DATA SHOWN:

_____

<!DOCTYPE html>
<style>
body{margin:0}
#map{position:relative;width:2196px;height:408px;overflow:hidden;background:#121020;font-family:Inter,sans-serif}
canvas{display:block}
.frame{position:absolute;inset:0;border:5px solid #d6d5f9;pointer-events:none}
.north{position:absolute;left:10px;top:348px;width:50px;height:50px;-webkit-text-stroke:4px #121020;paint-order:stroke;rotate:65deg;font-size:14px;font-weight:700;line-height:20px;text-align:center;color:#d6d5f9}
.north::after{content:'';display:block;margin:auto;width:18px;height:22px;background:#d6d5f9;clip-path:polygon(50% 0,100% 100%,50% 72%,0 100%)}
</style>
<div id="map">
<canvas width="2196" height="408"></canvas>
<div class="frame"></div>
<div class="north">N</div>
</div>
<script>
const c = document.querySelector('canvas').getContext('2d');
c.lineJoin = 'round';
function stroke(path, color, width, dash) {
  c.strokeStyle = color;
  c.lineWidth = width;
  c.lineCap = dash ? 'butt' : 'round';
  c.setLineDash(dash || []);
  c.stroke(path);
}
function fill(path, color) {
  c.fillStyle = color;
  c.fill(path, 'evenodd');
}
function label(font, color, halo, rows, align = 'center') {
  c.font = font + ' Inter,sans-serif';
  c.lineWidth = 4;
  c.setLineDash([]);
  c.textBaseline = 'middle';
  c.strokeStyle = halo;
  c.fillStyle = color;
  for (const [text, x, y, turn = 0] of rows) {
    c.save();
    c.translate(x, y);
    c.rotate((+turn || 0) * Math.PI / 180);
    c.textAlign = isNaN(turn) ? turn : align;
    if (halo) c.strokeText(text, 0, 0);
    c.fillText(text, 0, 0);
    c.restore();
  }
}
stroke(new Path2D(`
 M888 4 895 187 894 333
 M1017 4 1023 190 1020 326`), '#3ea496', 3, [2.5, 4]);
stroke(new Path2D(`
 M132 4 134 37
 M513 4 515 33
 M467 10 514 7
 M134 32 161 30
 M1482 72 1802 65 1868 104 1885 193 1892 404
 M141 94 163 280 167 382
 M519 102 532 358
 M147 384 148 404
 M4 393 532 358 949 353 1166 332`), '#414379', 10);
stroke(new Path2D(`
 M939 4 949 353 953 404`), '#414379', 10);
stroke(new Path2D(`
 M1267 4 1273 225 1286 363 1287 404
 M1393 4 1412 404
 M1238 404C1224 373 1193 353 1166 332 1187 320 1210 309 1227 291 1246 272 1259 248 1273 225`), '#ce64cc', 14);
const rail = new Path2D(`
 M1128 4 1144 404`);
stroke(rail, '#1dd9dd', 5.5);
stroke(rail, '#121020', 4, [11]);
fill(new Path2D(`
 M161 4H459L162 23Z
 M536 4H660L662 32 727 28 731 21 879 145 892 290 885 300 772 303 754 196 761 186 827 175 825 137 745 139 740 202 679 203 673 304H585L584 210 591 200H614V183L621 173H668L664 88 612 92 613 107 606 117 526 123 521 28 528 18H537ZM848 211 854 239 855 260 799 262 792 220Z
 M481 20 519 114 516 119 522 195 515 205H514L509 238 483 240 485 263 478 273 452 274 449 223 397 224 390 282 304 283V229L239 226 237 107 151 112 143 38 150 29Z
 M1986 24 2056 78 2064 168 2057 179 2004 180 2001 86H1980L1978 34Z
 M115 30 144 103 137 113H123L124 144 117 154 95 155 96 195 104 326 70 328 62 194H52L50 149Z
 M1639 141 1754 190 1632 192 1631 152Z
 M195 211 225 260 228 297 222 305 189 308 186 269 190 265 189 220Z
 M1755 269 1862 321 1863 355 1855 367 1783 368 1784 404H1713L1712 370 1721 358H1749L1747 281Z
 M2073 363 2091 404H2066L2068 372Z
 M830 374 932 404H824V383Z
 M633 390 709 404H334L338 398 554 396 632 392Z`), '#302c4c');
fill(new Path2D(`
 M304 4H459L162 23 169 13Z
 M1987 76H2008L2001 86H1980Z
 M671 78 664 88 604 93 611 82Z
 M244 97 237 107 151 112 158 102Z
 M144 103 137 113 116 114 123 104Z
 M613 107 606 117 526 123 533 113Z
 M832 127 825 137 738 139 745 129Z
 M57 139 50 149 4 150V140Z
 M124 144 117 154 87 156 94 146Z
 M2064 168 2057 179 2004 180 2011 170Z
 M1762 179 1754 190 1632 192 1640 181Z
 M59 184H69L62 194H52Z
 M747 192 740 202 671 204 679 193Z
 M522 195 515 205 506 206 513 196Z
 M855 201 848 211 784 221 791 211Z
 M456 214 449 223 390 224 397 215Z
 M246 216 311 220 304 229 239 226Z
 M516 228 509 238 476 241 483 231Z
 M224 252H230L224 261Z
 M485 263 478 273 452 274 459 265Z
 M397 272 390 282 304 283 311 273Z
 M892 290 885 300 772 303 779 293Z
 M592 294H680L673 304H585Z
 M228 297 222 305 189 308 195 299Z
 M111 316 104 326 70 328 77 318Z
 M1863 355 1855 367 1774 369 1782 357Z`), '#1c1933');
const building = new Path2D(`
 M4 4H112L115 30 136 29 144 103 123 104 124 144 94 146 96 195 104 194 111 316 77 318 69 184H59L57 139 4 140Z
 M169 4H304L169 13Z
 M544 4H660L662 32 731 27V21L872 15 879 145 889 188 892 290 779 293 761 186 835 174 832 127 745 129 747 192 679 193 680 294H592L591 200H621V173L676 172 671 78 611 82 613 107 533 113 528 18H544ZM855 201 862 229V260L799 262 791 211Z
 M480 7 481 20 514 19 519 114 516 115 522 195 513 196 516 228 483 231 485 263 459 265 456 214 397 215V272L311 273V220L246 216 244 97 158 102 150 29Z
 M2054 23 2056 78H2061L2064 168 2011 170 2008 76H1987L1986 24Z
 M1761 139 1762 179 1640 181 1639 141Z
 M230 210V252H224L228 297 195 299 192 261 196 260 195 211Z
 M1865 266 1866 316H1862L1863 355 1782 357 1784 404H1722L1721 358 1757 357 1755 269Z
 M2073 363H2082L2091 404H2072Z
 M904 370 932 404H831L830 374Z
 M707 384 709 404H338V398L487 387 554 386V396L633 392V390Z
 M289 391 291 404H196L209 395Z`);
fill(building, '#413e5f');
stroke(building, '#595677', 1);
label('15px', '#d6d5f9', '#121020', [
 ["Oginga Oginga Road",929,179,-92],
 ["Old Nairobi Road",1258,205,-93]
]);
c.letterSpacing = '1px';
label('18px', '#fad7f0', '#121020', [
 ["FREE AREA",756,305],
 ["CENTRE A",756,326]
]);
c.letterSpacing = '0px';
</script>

_____

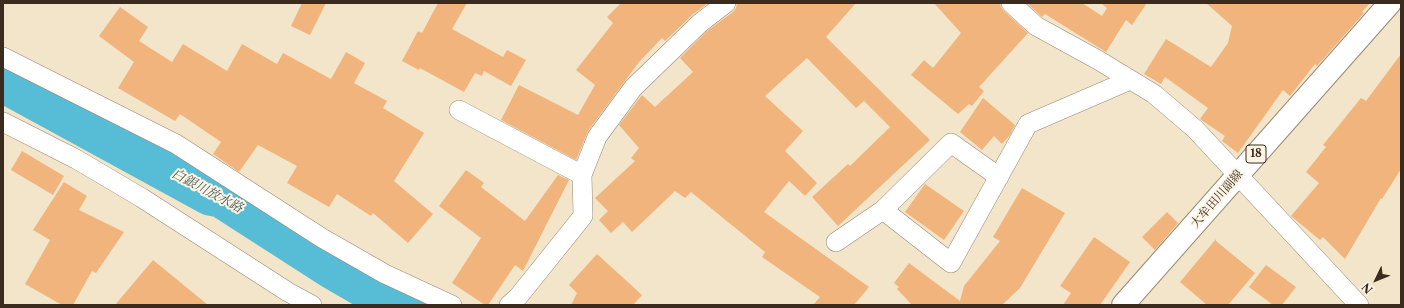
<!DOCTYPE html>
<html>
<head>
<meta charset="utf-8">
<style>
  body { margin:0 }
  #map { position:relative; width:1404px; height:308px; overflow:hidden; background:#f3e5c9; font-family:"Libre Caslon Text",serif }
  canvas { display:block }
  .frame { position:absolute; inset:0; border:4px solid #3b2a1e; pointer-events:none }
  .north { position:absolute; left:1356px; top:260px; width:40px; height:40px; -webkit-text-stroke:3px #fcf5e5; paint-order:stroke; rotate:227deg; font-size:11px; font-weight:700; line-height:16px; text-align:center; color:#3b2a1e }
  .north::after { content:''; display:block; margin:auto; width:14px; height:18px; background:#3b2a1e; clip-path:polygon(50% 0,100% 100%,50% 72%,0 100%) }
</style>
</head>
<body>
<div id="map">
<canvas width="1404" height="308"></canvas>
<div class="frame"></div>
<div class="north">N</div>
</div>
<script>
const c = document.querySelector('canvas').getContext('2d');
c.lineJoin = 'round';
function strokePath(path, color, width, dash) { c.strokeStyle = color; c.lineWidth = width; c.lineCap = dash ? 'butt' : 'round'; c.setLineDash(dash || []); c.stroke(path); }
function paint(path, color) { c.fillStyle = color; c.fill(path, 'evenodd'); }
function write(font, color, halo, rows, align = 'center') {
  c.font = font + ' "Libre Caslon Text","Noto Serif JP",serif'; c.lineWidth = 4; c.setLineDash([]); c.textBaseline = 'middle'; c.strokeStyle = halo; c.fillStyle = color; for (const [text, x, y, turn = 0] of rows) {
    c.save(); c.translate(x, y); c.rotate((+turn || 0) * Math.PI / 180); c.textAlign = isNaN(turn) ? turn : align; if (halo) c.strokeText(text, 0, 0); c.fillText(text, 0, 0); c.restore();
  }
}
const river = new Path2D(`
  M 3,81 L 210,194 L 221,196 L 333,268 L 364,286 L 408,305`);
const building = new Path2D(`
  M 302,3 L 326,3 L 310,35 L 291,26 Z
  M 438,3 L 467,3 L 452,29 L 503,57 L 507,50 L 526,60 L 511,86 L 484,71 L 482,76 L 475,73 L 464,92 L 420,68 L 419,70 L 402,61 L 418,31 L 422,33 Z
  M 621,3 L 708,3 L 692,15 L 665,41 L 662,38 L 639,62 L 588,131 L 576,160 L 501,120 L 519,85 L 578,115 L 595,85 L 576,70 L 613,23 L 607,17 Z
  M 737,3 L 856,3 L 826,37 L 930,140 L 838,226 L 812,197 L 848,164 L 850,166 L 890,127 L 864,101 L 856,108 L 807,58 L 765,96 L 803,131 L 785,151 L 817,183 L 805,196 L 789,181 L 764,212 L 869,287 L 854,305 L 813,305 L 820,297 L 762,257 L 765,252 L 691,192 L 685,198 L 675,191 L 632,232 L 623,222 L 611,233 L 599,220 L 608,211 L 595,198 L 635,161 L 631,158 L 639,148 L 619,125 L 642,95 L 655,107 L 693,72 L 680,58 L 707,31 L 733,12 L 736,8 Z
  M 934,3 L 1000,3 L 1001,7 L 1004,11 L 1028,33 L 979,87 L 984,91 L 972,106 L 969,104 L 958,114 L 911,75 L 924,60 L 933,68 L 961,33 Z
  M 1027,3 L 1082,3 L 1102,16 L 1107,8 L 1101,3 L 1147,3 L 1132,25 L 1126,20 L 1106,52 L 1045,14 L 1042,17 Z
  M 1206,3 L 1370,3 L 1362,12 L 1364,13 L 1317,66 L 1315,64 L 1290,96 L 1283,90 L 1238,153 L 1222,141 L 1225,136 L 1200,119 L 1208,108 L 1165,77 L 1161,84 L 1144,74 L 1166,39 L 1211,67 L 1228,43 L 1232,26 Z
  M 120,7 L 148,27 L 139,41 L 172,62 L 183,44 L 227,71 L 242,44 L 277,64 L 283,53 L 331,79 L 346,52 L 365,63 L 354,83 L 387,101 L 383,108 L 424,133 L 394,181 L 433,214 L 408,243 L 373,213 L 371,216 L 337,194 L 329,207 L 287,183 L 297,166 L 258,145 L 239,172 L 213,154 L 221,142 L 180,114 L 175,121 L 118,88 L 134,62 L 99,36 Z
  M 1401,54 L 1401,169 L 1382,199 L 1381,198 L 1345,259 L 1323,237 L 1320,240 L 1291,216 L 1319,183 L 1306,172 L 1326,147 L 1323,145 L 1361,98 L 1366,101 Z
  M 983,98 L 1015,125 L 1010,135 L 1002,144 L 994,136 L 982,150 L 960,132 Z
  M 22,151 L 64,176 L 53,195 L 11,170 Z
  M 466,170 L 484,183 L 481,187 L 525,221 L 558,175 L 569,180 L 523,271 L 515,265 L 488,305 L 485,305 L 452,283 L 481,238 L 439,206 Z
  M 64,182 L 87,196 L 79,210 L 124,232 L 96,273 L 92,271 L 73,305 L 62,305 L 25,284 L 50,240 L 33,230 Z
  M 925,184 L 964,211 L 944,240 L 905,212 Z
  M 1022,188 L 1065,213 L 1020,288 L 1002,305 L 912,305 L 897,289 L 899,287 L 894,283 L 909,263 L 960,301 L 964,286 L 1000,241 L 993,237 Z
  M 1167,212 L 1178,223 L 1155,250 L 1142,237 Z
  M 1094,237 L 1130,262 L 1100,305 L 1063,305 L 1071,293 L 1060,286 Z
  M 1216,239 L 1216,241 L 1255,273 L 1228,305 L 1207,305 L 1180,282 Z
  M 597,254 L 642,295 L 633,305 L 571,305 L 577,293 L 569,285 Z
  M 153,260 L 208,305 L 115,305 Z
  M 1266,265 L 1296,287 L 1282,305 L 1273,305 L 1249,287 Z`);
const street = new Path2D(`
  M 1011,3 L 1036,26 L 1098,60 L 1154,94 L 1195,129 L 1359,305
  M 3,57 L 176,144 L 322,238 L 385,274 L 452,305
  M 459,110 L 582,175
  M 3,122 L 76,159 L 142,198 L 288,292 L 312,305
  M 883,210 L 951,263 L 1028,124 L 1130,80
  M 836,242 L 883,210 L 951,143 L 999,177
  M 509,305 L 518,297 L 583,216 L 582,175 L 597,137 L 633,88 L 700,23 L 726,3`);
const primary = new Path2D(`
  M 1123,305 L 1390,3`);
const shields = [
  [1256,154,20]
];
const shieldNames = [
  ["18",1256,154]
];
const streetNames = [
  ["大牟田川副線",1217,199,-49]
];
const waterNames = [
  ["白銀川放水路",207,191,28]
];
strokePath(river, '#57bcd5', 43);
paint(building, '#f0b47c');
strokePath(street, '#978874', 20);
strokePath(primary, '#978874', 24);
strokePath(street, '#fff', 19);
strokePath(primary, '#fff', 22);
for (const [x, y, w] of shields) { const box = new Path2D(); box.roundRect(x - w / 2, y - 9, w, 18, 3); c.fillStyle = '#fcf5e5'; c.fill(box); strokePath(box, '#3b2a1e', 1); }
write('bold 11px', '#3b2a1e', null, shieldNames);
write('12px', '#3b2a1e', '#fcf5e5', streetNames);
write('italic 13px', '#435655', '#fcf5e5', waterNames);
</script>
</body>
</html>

_____

THE TASK: In the listing above, find the line with "M 1011,3 L 1036,26" and the line with "strokePath(primary, '#fff', 22);", then print exactly those two lines and every line between them, and nothing more.

RESPONSE AREA:
  M 1011,3 L 1036,26 L 1098,60 L 1154,94 L 1195,129 L 1359,305
  M 3,57 L 176,144 L 322,238 L 385,274 L 452,305
  M 459,110 L 582,175
  M 3,122 L 76,159 L 142,198 L 288,292 L 312,305
  M 883,210 L 951,263 L 1028,124 L 1130,80
  M 836,242 L 883,210 L 951,143 L 999,177
  M 509,305 L 518,297 L 583,216 L 582,175 L 597,137 L 633,88 L 700,23 L 726,3`);
const primary = new Path2D(`
  M 1123,305 L 1390,3`);
const shields = [
  [1256,154,20]
];
const shieldNames = [
  ["18",1256,154]
];
const streetNames = [
  ["大牟田川副線",1217,199,-49]
];
const waterNames = [
  ["白銀川放水路",207,191,28]
];
strokePath(river, '#57bcd5', 43);
paint(building, '#f0b47c');
strokePath(street, '#978874', 20);
strokePath(primary, '#978874', 24);
strokePath(street, '#fff', 19);
strokePath(primary, '#fff', 22);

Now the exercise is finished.